Traffic jams caused by tollbooths, accidents and rubbernecking rank high on the list of ways to ruin a summer vacation, but for sheer exasperation, it's hard to beat congestion that has no visible cause. You're cruising at 55 and suddenly you're bumper to bumper. You inch along for a mile. Then, daylight: just as suddenly you're back up to 55 (or more), never having seen even so much as a salacious billboard to explain the slowdown. Once such delays were merely annoying. Now their cost is mounting. Hours lost to traffic jams exceed 2.7 billion a year; idling cars and stop-and-go driving add to air pollution and guzzle gas. Before highway designers can prevent traffic jams, though, scientists have to understand where they come from. "We have equations to explain traffic," says Michael Cassidy of the University of California, Berkeley, "but many are wrong. Only a new approach -- looking at traffic as wave motions over time and space -- might reveal the cause of bottlenecks."
Scientists like Cassidy are racing to keep up with technology-loving engineers who have decided that the solution to traffic jams is the Intelligent Vehicle/Highway System. With IVHS's on-board computers and in-the-roadbed sensors, drivers would receive information about a tie-up via a dashboard display; they could choose an alternate route. Last week a congressional subcommittee held a hearing at which Transportation Department officials argued the merits of IVHS, which is receiving $310 million in 1994 for pilot programs and research. While enthusiasts envision rush hours as smooth as new pavement, some experts are skeptical. No wonder: it was only after overloaded highways were widened -- at huge expense -- that engineers realized that made traffic worse (drivers flocked to the nice new road). That's why theorist Gordon Newell of Berkeley calls smart highways "a pile of nonsense. The schemes for re-routing people will just cause congestion somewhere else."
So traffic scientists are figuring out why smart highways may be just as doomed to congestion as stupid ones. The answer may be to watch the waves, looking for the similarity between traffic and fluids. "Traffic behaves like waves in a river," says Cassidy. Waves of congestion and decongestion pass through traffic much as sound waves travel through air. Sound waves increase the density of air; traffic waves increase the density of cars. From a helicopter, one can actually see waves of congestion propagate steadily upstream.
Congestion can be triggered by the slightest disruption to smooth flow and how drivers react to it. In heavy traffic, for instance, drivers are worried about smashing the bumper in front of them. If traffic slows just a little -- at a curve, say -- the driver behind may overcompensate and brake more than needed to keep the same spacing between him and the next car. The driver next in line does the same, and a shock wave of deceleration propagates "until someone has to stop," explains Fred Hall of McMaster University in Ontario. The shock wave eases just as mysteriously as it began: drivers see space in front of them and accelerate to close the gap, on down the line. When drivers pass a bottleneck, "you get a reverse shock wave," says Hall. Those near the blockage stay stopped a few extra seconds so they have daylight in front of them. The result of that caution: the wave of decongestion propagates only slowly to the back of the line.

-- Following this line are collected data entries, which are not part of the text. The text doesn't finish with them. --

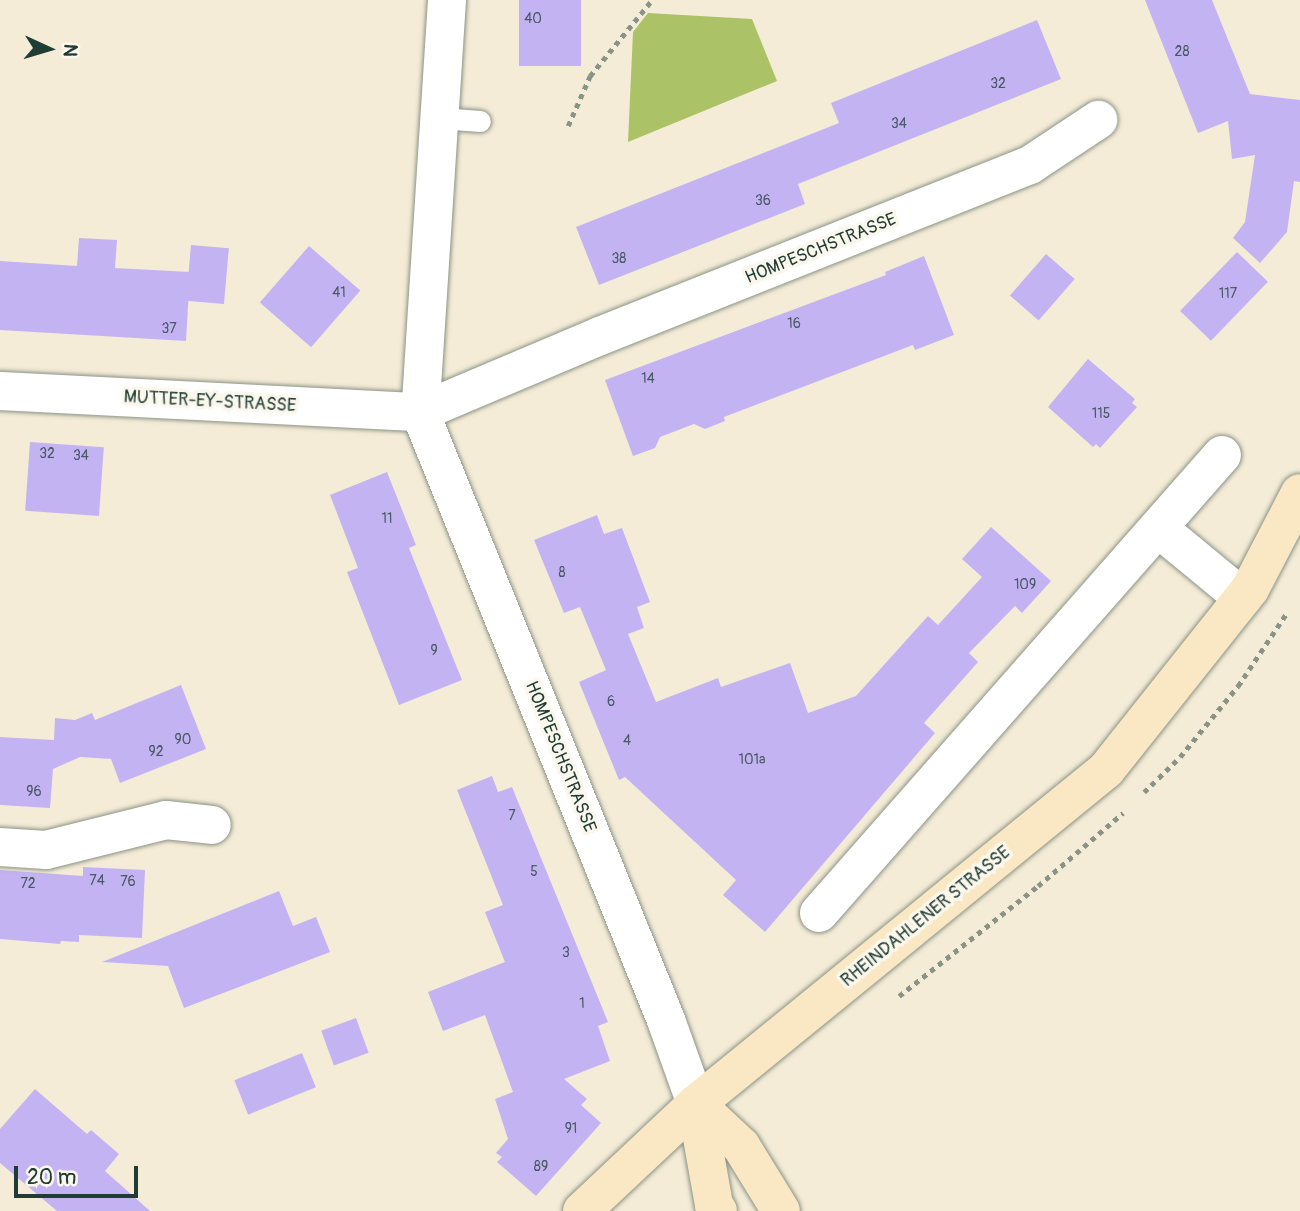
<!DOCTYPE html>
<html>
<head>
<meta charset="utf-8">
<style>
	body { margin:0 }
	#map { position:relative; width:1300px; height:1211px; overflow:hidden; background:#f5ecd7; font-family:Pangolin,sans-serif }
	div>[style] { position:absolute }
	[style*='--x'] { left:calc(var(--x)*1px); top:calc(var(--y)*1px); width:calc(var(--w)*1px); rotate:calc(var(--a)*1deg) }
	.green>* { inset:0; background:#acc266 }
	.building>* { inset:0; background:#c4b3f3; transform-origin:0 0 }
	.path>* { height:4.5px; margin-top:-2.25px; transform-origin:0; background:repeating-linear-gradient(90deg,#8a9486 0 5px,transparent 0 10px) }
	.roads { filter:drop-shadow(0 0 2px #8a9486) drop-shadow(0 0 2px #8a9486) }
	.lane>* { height:21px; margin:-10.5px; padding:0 10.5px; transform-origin:10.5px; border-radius:10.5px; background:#fff }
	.street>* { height:38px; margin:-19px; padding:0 19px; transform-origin:19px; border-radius:19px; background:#fff }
	.secondary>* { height:38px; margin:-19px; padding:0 19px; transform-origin:19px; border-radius:19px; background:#fae7c3 }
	span { translate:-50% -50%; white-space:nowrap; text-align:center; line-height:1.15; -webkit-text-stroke:7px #fbf7ec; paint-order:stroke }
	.number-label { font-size:14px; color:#485a64 }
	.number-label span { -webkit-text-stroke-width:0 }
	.street-label { font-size:18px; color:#1f3d34 }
	.north { position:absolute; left:14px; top:14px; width:70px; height:70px; -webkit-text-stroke:5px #fbf7ec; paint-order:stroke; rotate:94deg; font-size:19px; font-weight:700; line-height:28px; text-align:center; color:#1f3d34 }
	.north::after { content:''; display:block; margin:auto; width:24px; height:32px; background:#1f3d34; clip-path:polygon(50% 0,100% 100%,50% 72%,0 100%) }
	.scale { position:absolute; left:14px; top:1166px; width:124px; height:32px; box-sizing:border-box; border:4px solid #1f3d34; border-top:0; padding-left:9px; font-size:21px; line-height:24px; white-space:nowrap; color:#1f3d34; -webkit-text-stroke:5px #fbf7ec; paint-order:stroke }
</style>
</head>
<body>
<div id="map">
	<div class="green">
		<div style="clip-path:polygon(648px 13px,752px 19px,777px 81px,628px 142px,633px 32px)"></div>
	</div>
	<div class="building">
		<div style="left:519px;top:0;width:62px;height:66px"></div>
		<div style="clip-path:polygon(1145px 0,1212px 0,1250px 94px,1300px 100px,1300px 182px,1294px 181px,1287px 232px,1260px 263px,1233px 238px,1245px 222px,1255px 155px,1232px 159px,1228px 121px,1198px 133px)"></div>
		<div style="clip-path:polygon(1037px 20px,1061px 79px,798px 184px,805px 204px,599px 285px,576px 227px,839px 123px,831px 103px)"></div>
		<div style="clip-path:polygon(79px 238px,117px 240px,115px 268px,190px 272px,186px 341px,0 330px,0 261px,77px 266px)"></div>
		<div style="left:191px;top:245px;width:38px;height:56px;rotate:5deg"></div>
		<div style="left:309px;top:246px;width:68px;height:75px;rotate:41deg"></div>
		<div style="left:1237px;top:252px;width:43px;height:82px;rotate:44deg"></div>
		<div style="left:1046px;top:254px;width:38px;height:55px;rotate:41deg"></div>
		<div style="clip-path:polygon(924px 256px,954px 335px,915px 350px,913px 345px,724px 417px,725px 421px,705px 429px,694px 424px,660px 437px,655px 448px,633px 456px,605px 380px,886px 275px,885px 272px)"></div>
		<div style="clip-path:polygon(1088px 359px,1135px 399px,1132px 403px,1137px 407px,1100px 448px,1096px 444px,1093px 447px,1048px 407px)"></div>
		<div style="left:30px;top:442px;width:74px;height:69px;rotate:4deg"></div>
		<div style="clip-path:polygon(387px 472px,416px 545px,409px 548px,462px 680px,399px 705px,347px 572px,358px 568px,330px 495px)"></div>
		<div style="clip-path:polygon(597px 515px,604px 534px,622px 528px,650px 602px,637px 607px,644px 628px,628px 634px,656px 702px,718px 678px,721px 687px,790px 663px,808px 713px,856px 696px,928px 616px,938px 625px,982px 577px,962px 559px,991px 527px,1051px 581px,1022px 613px,1015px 606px,969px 653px,978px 662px,924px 723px,935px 733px,765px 932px,723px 895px,736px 880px,625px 777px,619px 780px,579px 682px,606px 670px,580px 607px,564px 613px,534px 540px)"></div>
		<div style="clip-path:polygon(181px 685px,206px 749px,120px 783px,111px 759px,80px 757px,53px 769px,50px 808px,0 805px,0 737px,54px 740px,55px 718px,75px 720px,92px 713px,95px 720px)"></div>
		<div style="clip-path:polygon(492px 776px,498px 792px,512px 787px,608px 1022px,598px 1026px,610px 1061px,564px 1079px,587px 1099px,581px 1105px,601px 1123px,536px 1196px,497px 1162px,502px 1157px,496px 1153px,508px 1139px,495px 1099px,513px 1092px,485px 1015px,443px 1031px,428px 992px,505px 962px,485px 912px,503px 905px,457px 790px)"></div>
		<div style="clip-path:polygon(83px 867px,145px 870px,142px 938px,79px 935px,79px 942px,61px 941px,60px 944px,0 939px,0 870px,83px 876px)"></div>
		<div style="clip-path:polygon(279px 891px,293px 926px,316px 917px,330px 952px,184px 1008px,168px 966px,102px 962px)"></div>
		<div style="left:356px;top:1018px;width:37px;height:37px;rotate:70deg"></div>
		<div style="left:302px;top:1053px;width:37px;height:73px;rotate:68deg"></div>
		<div style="clip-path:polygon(35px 1089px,87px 1134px,91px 1130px,119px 1154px,105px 1171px,150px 1211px,57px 1211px,0 1163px,0 1129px)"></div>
	</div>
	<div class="path">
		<div style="--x:568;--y:126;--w:55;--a:-66.3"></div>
		<div style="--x:590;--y:76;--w:98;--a:-50.8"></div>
		<div style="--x:1144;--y:792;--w:50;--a:-44.2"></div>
		<div style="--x:1180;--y:757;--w:92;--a:-50.8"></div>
		<div style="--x:1238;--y:686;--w:87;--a:-56.3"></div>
		<div style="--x:899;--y:996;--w:177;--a:-38.4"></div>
		<div style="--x:1038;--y:886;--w:112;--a:-40.7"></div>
	</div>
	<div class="roads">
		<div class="lane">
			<div style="--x:440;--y:118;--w:40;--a:4.3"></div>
		</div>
		<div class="street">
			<div style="--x:447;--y:0;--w:413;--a:93.7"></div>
			<div style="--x:420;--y:412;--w:656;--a:67.97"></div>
			<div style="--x:666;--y:1020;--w:89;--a:70.3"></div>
			<div style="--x:0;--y:391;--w:421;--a:2.9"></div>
			<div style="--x:420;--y:412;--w:195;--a:-22.9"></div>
			<div style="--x:600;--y:336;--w:463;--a:-21.7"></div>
			<div style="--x:1030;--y:165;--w:82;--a:-33.5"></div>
			<div style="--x:1158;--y:528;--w:110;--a:39.5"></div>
			<div style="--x:0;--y:847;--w:46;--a:3.7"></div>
			<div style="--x:46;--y:850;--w:124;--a:-14"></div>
			<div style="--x:166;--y:820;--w:46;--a:6.2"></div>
			<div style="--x:819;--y:913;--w:610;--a:-48.66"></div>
		</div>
		<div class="secondary">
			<div style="--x:696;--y:1104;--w:62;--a:43"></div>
			<div style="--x:741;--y:1146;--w:76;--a:58.4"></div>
			<div style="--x:696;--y:1104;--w:103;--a:79.9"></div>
			<div style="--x:714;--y:1205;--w:7;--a:56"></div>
			<div style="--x:582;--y:1211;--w:156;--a:-43.2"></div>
			<div style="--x:696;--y:1104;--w:529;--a:-39.17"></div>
			<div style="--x:1106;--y:770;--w:231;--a:-51.5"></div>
			<div style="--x:1250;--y:589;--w:108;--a:-62.5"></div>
		</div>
	</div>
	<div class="number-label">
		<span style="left:533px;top:19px">40</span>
		<span style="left:1182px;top:52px">28</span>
		<span style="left:998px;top:84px">32</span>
		<span style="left:899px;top:124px">34</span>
		<span style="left:763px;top:201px">36</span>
		<span style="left:619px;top:259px">38</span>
		<span style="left:339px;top:293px">41</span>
		<span style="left:1228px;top:294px">117</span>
		<span style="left:794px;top:324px">16</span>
		<span style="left:169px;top:329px">37</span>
		<span style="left:648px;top:379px">14</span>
		<span style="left:1101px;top:414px">115</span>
		<span style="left:47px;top:454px">32</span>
		<span style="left:81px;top:456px">34</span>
		<span style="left:387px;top:519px">11</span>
		<span style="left:562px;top:573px">8</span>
		<span style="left:1025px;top:585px">109</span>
		<span style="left:434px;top:651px">9</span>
		<span style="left:611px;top:702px">6</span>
		<span style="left:183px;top:740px">90</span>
		<span style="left:627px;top:741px">4</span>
		<span style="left:156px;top:752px">92</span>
		<span style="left:752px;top:760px">101a</span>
		<span style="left:34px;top:792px">96</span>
		<span style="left:512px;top:816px">7</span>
		<span style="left:534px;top:872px">5</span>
		<span style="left:97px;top:881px">74</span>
		<span style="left:128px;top:882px">76</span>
		<span style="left:28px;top:884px">72</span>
		<span style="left:566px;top:953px">3</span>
		<span style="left:582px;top:1004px">1</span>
		<span style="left:571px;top:1129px">91</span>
		<span style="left:541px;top:1167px">89</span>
	</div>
	<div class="street-label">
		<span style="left:821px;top:249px;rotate:-22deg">HOMPESCHSTRASSE</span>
		<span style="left:210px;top:402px;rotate:3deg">MUTTER-EY-STRASSE</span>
		<span style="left:560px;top:757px;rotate:68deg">HOMPESCHSTRASSE</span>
		<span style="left:926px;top:917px;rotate:-39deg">RHEINDAHLENER STRASSE</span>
	</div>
	<div class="north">N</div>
	<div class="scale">20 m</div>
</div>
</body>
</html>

Building on this work, Berkeley's Cassidy suspects that similar driver behavior can cause jams a mile or more past a merge -- exactly where intuition says congestion should ease up. "Some [researchers] think that bottlenecks form simply because the on-ramp produces excess capacity," says Cassidy. "But I suspect it may have a lot to do with driver behavior." As everyone knows, drivers lose their manhood if they allow another car to slip in front of them; to avoid this, they accelerate at the first glimpse of that dreaded "merging traffic" sign, according to Cassidy's preliminary work. Once they have passed the merge without losing their place in line, they ease off. This deceleration starts perhaps a mile past the merge point, quite the opposite of traffic experts' assumption that the effect of merges is felt in back of them. If Cassidy is right, traffic flow can be understood as a unique combination of wave mechanics . . . and testosterone poisoning.
Scientists suspect that treating traffic as sound waves traveling through air might reveal how mysterious bottlenecks arise and then dissipate.
Cars approaching a bottleneck have not yet hit the back end of the propagating shock wave.
The lead cars decelerate, rounding a curve. Lagging cars slow even more, sending a shock wave to the back of the line of cars. They slow to a crawl.
Vehicles pass through the bottleneck and speed up; a wave of decongestion soon travels downstream.